(Exercise instructions): Among the entries below, find the lines with the word "block" and copy them.

[Excerpts from a dataset]

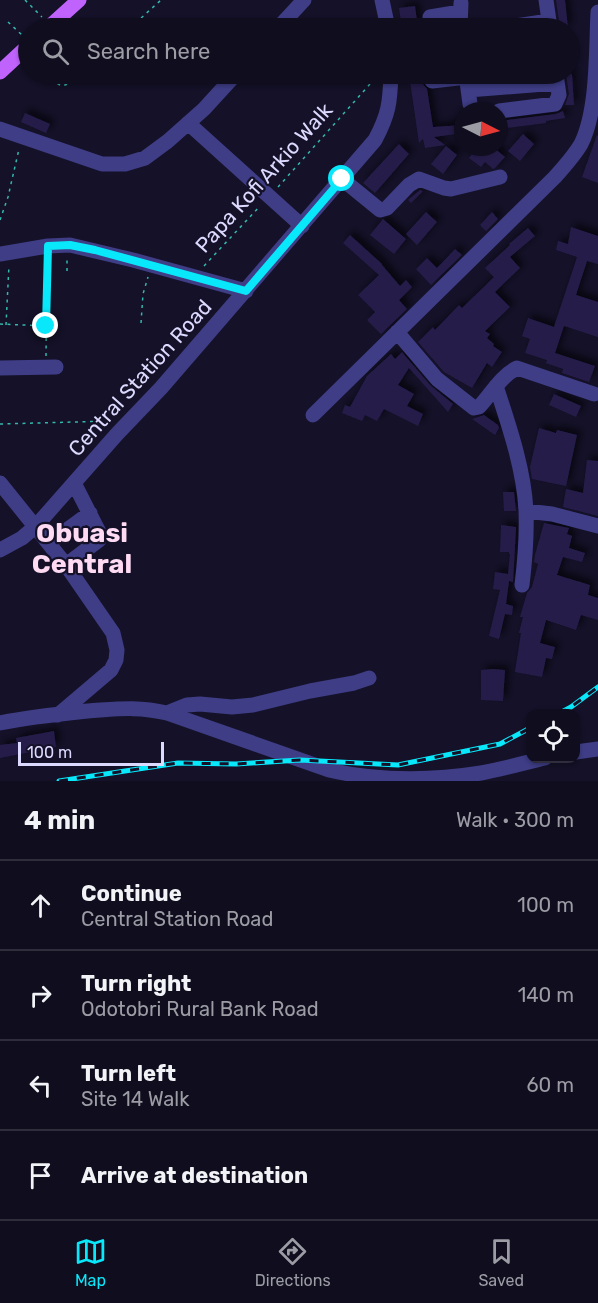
<!DOCTYPE html>
<meta charset="utf-8">
<style>
:root{--surface:#0f0d1e;--page:#181627;--text:#f1f3f6;--muted:#9b9ca4;--line:#2f2d3c;--accent:#09e7fa}
body{margin:0;font-family:Rubik,sans-serif;background:var(--page);color:var(--text)}
.controls{position:absolute;right:18px;bottom:18px;display:grid;overflow:hidden;border-radius:12px;box-shadow:0 2px 4px #0004}
.controls button{width:54px;height:54px;display:grid;place-items:center;padding:0;border:0;border-bottom:2px solid var(--line);background:var(--surface);color:var(--text);font:30px sans-serif}
.compass{position:absolute;left:454px;top:102px;width:54px;height:54px;border-radius:50%;background:var(--surface);box-shadow:0 2px 4px #0004;rotate:96deg}
.scale{position:absolute;left:18px;bottom:15px;width:146px;box-sizing:border-box;padding-left:6px;border:3px solid #dcd9fe;border-top:0;font-size:16px;line-height:21px;white-space:nowrap;color:#dcd9fe;-webkit-text-stroke:4px #141128;paint-order:stroke}
.stop{position:absolute;width:18px;height:18px;margin:-14px;border:4px solid #09e7fa;border-radius:50%;background:#fff}
.stop.end{background:#09e7fa;border-color:#fff;box-shadow:0 2px 6px #0008}
.list{margin:0;padding:0;list-style:none}
h2{display:flex;justify-content:space-between;align-items:center;height:78px;margin:0;padding:0 24px;font-size:26px}
h2 small{font-size:20px;font-weight:400;color:var(--muted)}
.list li{display:grid;grid-template-columns:39px 1fr auto;gap:18px;align-items:center;box-sizing:border-box;height:90px;padding:0 24px;border-top:2px solid var(--line)}
.list b{display:block;font-size:22px;white-space:nowrap}
.list p{margin:0;font-size:20px;white-space:nowrap;color:var(--muted)}
.list em{font-size:20px;font-style:normal;color:var(--muted)}
.icon{flex:none;width:33px;height:33px;fill:none;stroke:currentColor;stroke-width:2;stroke-linecap:round;stroke-linejoin:round}
.map{position:relative;flex:none;width:598px;height:781px;overflow:hidden}
.search{position:absolute;background:var(--surface);box-shadow:0 2px 4px #0004;left:18px;right:18px;top:18px;height:66px;display:flex;align-items:center;gap:15px;box-sizing:border-box;padding:0 21px;border-radius:33px;color:var(--muted);font-size:22px}
.sheet{height:438px;background:var(--surface)}
nav{display:flex;justify-content:space-around;align-items:center;box-sizing:border-box;height:84px;border-top:2px solid var(--line);background:var(--surface);font-size:16px;color:var(--muted)}
nav a{display:grid;justify-items:center;gap:3px}
nav .on{color:var(--accent)}
.map>svg:first-child{display:block}
.building{fill:#251d49;filter:url(#shadow)}
.lines{fill:none;stroke-linecap:round;stroke-linejoin:round}
.path{stroke:#33b8ad;stroke-width:1.5;stroke-dasharray:3 4.5;stroke-linecap:butt}
.minor{stroke:#3e3d86;stroke-width:15}
.major{stroke:#bf63fc;stroke-width:15}
.rail-casing{stroke:#09e7fa;stroke-width:5}
.rail{stroke:#141128;stroke-width:3;stroke-dasharray:9;stroke-linecap:butt}
.route{stroke:#09e7fa;stroke-width:8}
.labels{text-anchor:middle;stroke-width:4.5;stroke-linejoin:round;paint-order:stroke}
.street-label{font-size:21px;fill:#dcd9fe;stroke:#141128}
.district-label{font-size:27px;font-weight:bold;fill:#fedbf2;stroke:#141128}
</style>
<div class="map">
<svg width="598" height="781" viewBox="0 0 598 781">
<defs>
<filter id="shadow"><feDropShadow dx="4.5" dy="-4.5" stdDeviation="3" flood-color="#0009"/></filter>
</defs>
<rect width="100%" height="100%" fill="#141128"/>
<!-- building -->
<path class="building" d="M556 0H565L568 28H560Z
M415 6 418 28H402L399 8Z
M409 74H425L422 83 427 89 433 127 463 125V133L434 137 445 145 425 148 423 139 419 143Z
M566 74H572L574 105H565L569 94Z
M563 111 565 118 546 121V123L499 129V121L556 114Z
M25 113 50 124 46 133 21 122Z
M523 134 534 144 520 161 508 151Z
M597 135 598 136V183L582 177Z
M399 144 409 154 375 193 363 183Z
M446 146 457 155 443 174 431 164Z
M478 147H493L505 157 495 168 493 169 485 162 481 167 469 158Z
M420 190 423 191 411 203 408 200Z
M426 212 437 222 417 245 406 234Z
M492 212 498 219 486 231 480 225Z
M383 219 406 239 394 254 370 235Z
M571 227 598 236V264L587 261 576 295 598 302V337L564 326 555 353 595 366 589 382 562 373 563 369 546 363 547 360 525 353 530 339 522 336 528 318 554 327 577 257 556 250 558 241 568 244Z
M528 228 535 236 510 257 520 268 495 292 510 307 485 331 490 334 487 338 494 344 493 346 502 352 492 367 487 363 472 388 444 372 418 342 433 327 435 330 459 305 462 308 494 277 485 268 510 245 509 244Z
M350 235 382 264V265L400 286 406 280 412 287 399 300 407 309 381 334 367 320 375 312 358 295 379 275 343 243Z
M455 249 462 255 431 285 416 269 427 258 437 268Z
M402 352 430 385 453 404 448 412 409 368 398 385 414 394 407 406 423 414 418 426 384 409 377 421 365 415 362 421 342 413 345 405 350 407 367 376 391 354 395 359Z
M554 394 581 406 576 417 549 405Z
M484 415 498 425 499 428 495 435 472 419Z
M539 428 556 433 557 430 577 435 566 486 532 479 530 467Z
M587 460 598 461V516L563 507 566 489 583 493Z
M503 492H514L516 511H504Z
M544 523 569 528 567 534 572 536 569 548 585 553 582 562 563 557 557 575 590 585 588 595 598 598V620L581 615 576 630 546 620 540 643 555 647 552 659 546 658 542 677 515 672 521 633H519L523 617H520L527 593 532 587 538 564 534 562 535 555Z
M501 525 516 527V529L513 582 509 581 506 604 513 606 512 615 505 614 499 639 489 636 500 590 493 589 495 572 508 574 510 554H509V552H500Z
M493 669 505 670 503 701 481 700V670Z
M54 731 56 747 0 758V745L17 743 16 738Z"/>
<g class="lines">
<!-- path -->
<path class="path" d="M25 0 42 17
M8 22 22 35
M130 28 161 0
M46 74 56 83 62 86 68 84 80 74
M278 187 379 74
M0 220 8 197 19 149
M204 266 260 206
M67 271V258
M141 323 143 294 148 277
M0 324 46 326
M6 325 9 265
M46 356 47 259
M0 424 111 421"/>
<!-- minor -->
<path class="minor" d="M382 0 388 28
M546 0 550 28
M430 17 460 12
M278 28 304 0
M460 28 461 3
M501 28 549 21
M466 74 470 104 475 111
M432 81 467 77
M468 90 557 83
M499 111 555 104 559 95 556 74
M188 123 302 226
M0 129 102 164H125L145 158 168 141 204 109 236 74
M342 179 380 210 387 208 409 185 419 179 444 188 451 189 500 177
M0 254 48 246 70 245 133 260 246 291
M397 332 437 379 474 408 479 407C491 394 501 376 517 368L594 394
M0 368 56 367
M496 386C509 426 524 469 526 511 527 536 525 560 522 585
M313 415 555 177C564 167 574 156 581 144 598 110 596 51 598 12
M0 483 66 565 113 633 117 650 116 660 111 670 58 715
M526 511 552 514 598 526
M49 543 90 513
M0 550 22 538 36 526 117 434 161 388 375 140C389 114 390 102 391 74
M66 565 99 540 100 534 74 483
M167 713 187 705 200 704 232 707 253 705 310 691 354 683 369 678
M0 723C29 717 59 714 88 711 118 709 137 706 167 713L329 770C378 781 431 781 481 773 503 769 524 763 545 758
M576 752 598 749"/>
<!-- major -->
<path class="major" d="M48 28 79 0
M0 72 28 46"/>
<!-- rail casing -->
<g class="rail-casing">
<path id="rail" d="M558 714 571 707 598 687
M59 781 178 763 236 764 300 760 398 765 500 744 530 728"/>
</g>
<!-- rail -->
<use href="#rail" class="rail"/>
</g>
<g class="lines">
<!-- route -->
<path class="route" d="M46 326 48 246 70 245 95 250 246 291 342 179"/>
</g>
<g class="labels">
<!-- street labels -->
<g class="street-label">
<text transform="translate(264 178) rotate(-48)" y="7">Papa Kofi Arkio Walk</text>
<text transform="translate(140 378) rotate(-48)" y="7">Central Station Road</text>
</g>
<!-- district labels -->
<g class="district-label">
<text x="82" y="542">Obuasi<tspan x="82" dy="31">Central</tspan></text>
</g>
</g>
</svg>
<div class="controls">
<button><svg class="icon" aria-label="locate" viewBox="0 0 24 24"><circle cx="12" cy="12" r="6"/><path d="M12 2v4M12 18v4M2 12h4M18 12h4"/></svg></button>
</div>
<svg class="compass" viewBox="-18 -18 36 36"><path d="M0-13l5 13h-10z" fill="#e53935"/><path d="M0 13l5-13h-10z" fill="#9b9ca4"/></svg>
<div class="scale">100 m</div>
<div class="stop" style="left:342px;top:179px"></div>
<div class="stop end" style="left:46px;top:326px"></div>
<div class="search"><svg class="icon" aria-label="search" viewBox="0 0 24 24"><circle cx="10" cy="10" r="6"/><path d="M15 15l6 6"/></svg>Search here</div>
</div>
<section class="sheet">
<h2>4 min<small>Walk · 300 m</small></h2>
<ul class="list">
<li><svg class="icon" aria-label="ahead" viewBox="0 0 24 24"><path d="M12 20V5M6 11l6-6 6 6"/></svg><div><b>Continue</b><p>Central Station Road</p></div><em>100 m</em></li>
<li><svg class="icon" aria-label="right" viewBox="0 0 24 24"><path d="M7 20v-9h11M14 6l5 5-5 5"/></svg><div><b>Turn right</b><p>Odotobri Rural Bank Road</p></div><em>140 m</em></li>
<li><svg class="icon" aria-label="left" viewBox="0 0 24 24"><path d="M17 20v-9H6M10 6l-5 5 5 5"/></svg><div><b>Turn left</b><p>Site 14 Walk</p></div><em>60 m</em></li>
<li><svg class="icon" aria-label="arrive" viewBox="0 0 24 24"><path d="M6 21V4h12l-3 4 3 4H6"/></svg><div><b>Arrive at destination</b></div></li>
</ul>
</section>
<nav>
<a class="on"><svg class="icon" aria-label="map" viewBox="0 0 24 24"><path d="M3 6l6-2 6 2 6-2v14l-6 2-6-2-6 2zM9 4v14M15 6v14"/></svg>Map</a>
<a><svg class="icon" aria-label="directions" viewBox="0 0 24 24"><path d="M12 3l9 9-9 9-9-9zM9 14v-3h6M13 9l2 2-2 2"/></svg>Directions</a>
<a><svg class="icon" aria-label="saved" viewBox="0 0 24 24"><path d="M7 4h10v16l-5-4-5 4z"/></svg>Saved</a>
</nav>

(Response below):
.list b{display:block;font-size:22px;white-space:nowrap}
.map>svg:first-child{display:block}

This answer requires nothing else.